### [WORK ITEM]
The copy must match the data below line for line and contain no images.

### [Dataset entries]
++++++
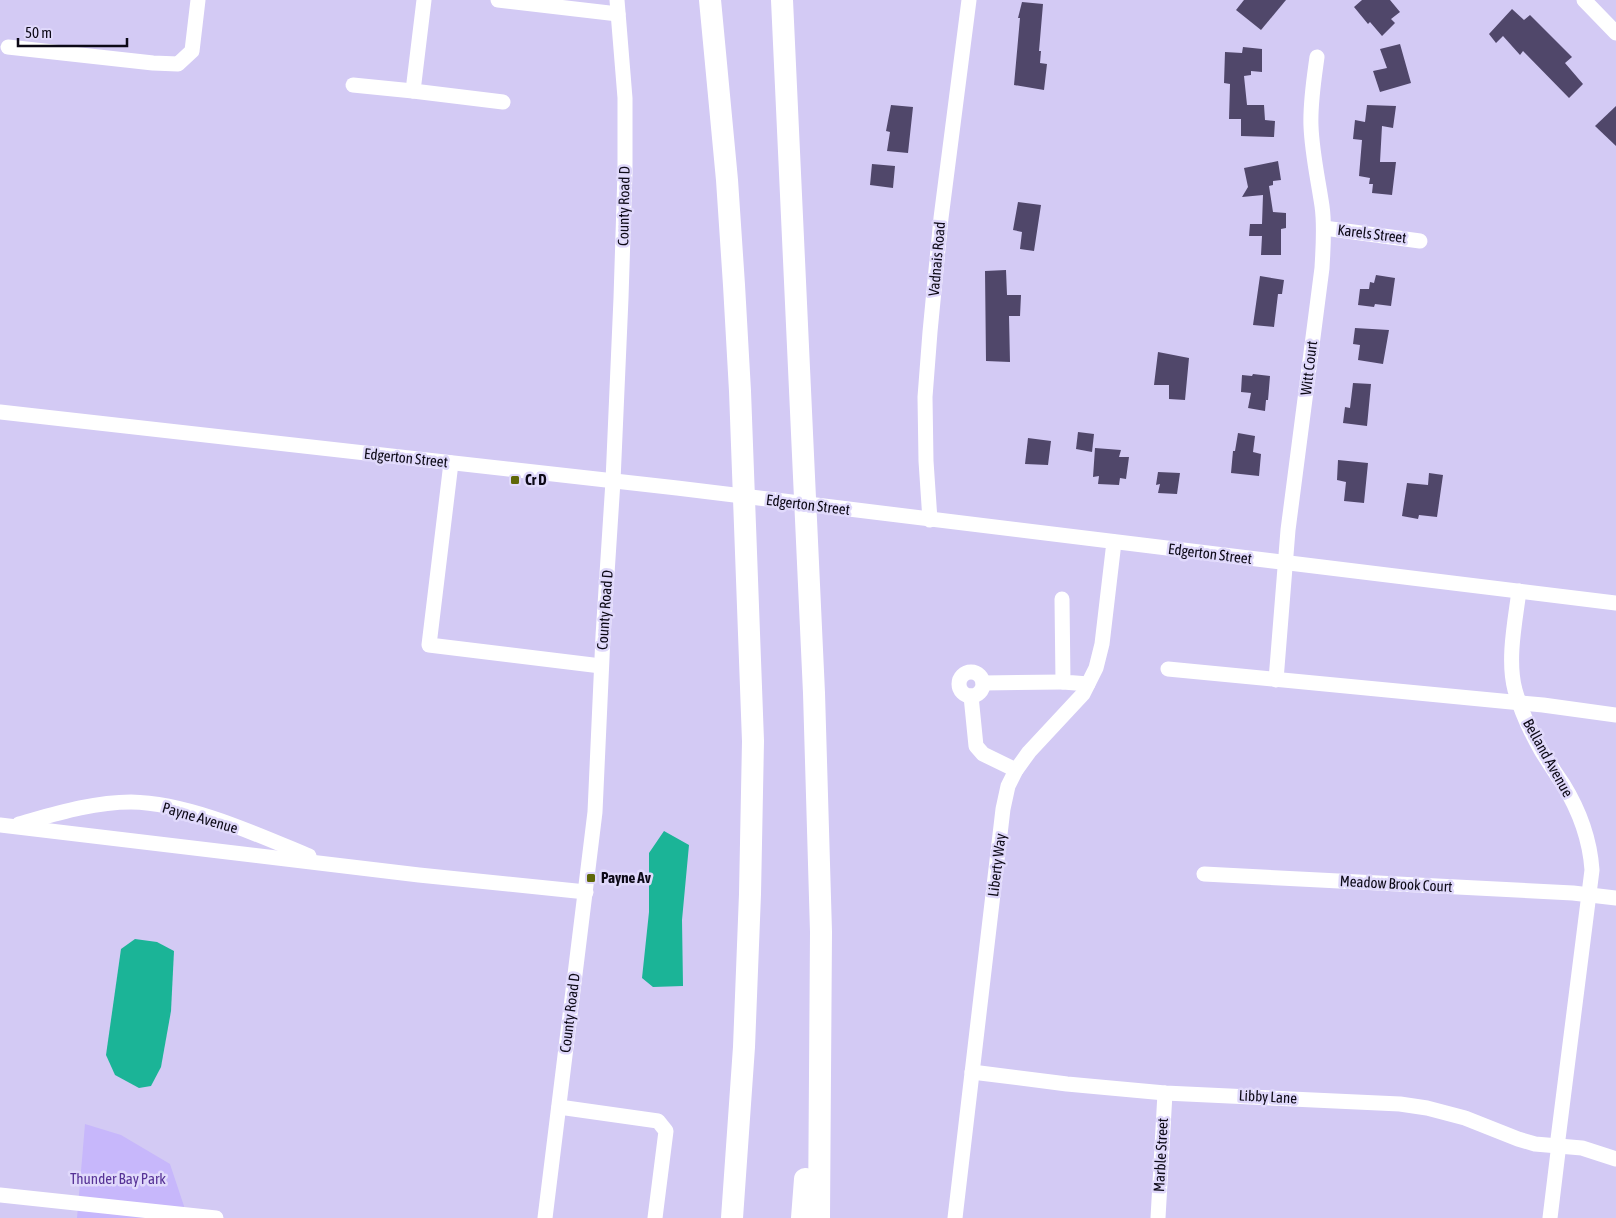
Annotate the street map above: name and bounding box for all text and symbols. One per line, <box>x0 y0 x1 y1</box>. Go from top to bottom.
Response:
scale bar <box>18 15 126 47</box>
text: 50 m <box>25 24 52 41</box>
street label: County Road D <box>614 166 633 246</box>
street label: Vadnais Road <box>925 221 948 297</box>
street label: Karels Street <box>1337 221 1408 246</box>
street label: Witt Court <box>1297 340 1320 396</box>
street label: Edgerton Street <box>363 445 449 470</box>
place label: Cr D <box>525 471 547 488</box>
marker: Cr D <box>509 474 521 486</box>
street label: Edgerton Street <box>765 491 851 518</box>
street label: Edgerton Street <box>1167 540 1253 567</box>
street label: County Road D <box>593 569 616 650</box>
street label: Belland Avenue <box>1520 716 1577 800</box>
street label: Payne Avenue <box>160 799 240 836</box>
street label: Liberty Way <box>984 832 1009 898</box>
place label: Payne Av <box>601 869 652 886</box>
marker: Payne Av <box>585 872 597 884</box>
street label: Meadow Brook Court <box>1339 872 1453 895</box>
street label: County Road D <box>556 972 583 1054</box>
street label: Libby Lane <box>1238 1086 1298 1107</box>
street label: Marble Street <box>1150 1117 1171 1192</box>
park label: Thunder Bay Park <box>70 1170 166 1187</box>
++++++
### [TASK OUTPUT]
Annotate the street map above: name and bounding box for all text and symbols. One per line, <box>x0 y0 x1 y1</box>. Go from top to bottom.
Response:
scale bar <box>18 15 126 47</box>
text: 50 m <box>25 24 52 41</box>
street label: County Road D <box>614 166 633 246</box>
street label: Vadnais Road <box>925 221 948 297</box>
street label: Karels Street <box>1337 221 1408 246</box>
street label: Witt Court <box>1297 340 1320 396</box>
street label: Edgerton Street <box>363 445 449 470</box>
place label: Cr D <box>525 471 547 488</box>
marker: Cr D <box>509 474 521 486</box>
street label: Edgerton Street <box>765 491 851 518</box>
street label: Edgerton Street <box>1167 540 1253 567</box>
street label: County Road D <box>593 569 616 650</box>
street label: Belland Avenue <box>1520 716 1577 800</box>
street label: Payne Avenue <box>160 799 240 836</box>
street label: Liberty Way <box>984 832 1009 898</box>
place label: Payne Av <box>601 869 652 886</box>
marker: Payne Av <box>585 872 597 884</box>
street label: Meadow Brook Court <box>1339 872 1453 895</box>
street label: County Road D <box>556 972 583 1054</box>
street label: Libby Lane <box>1238 1086 1298 1107</box>
street label: Marble Street <box>1150 1117 1171 1192</box>
park label: Thunder Bay Park <box>70 1170 166 1187</box>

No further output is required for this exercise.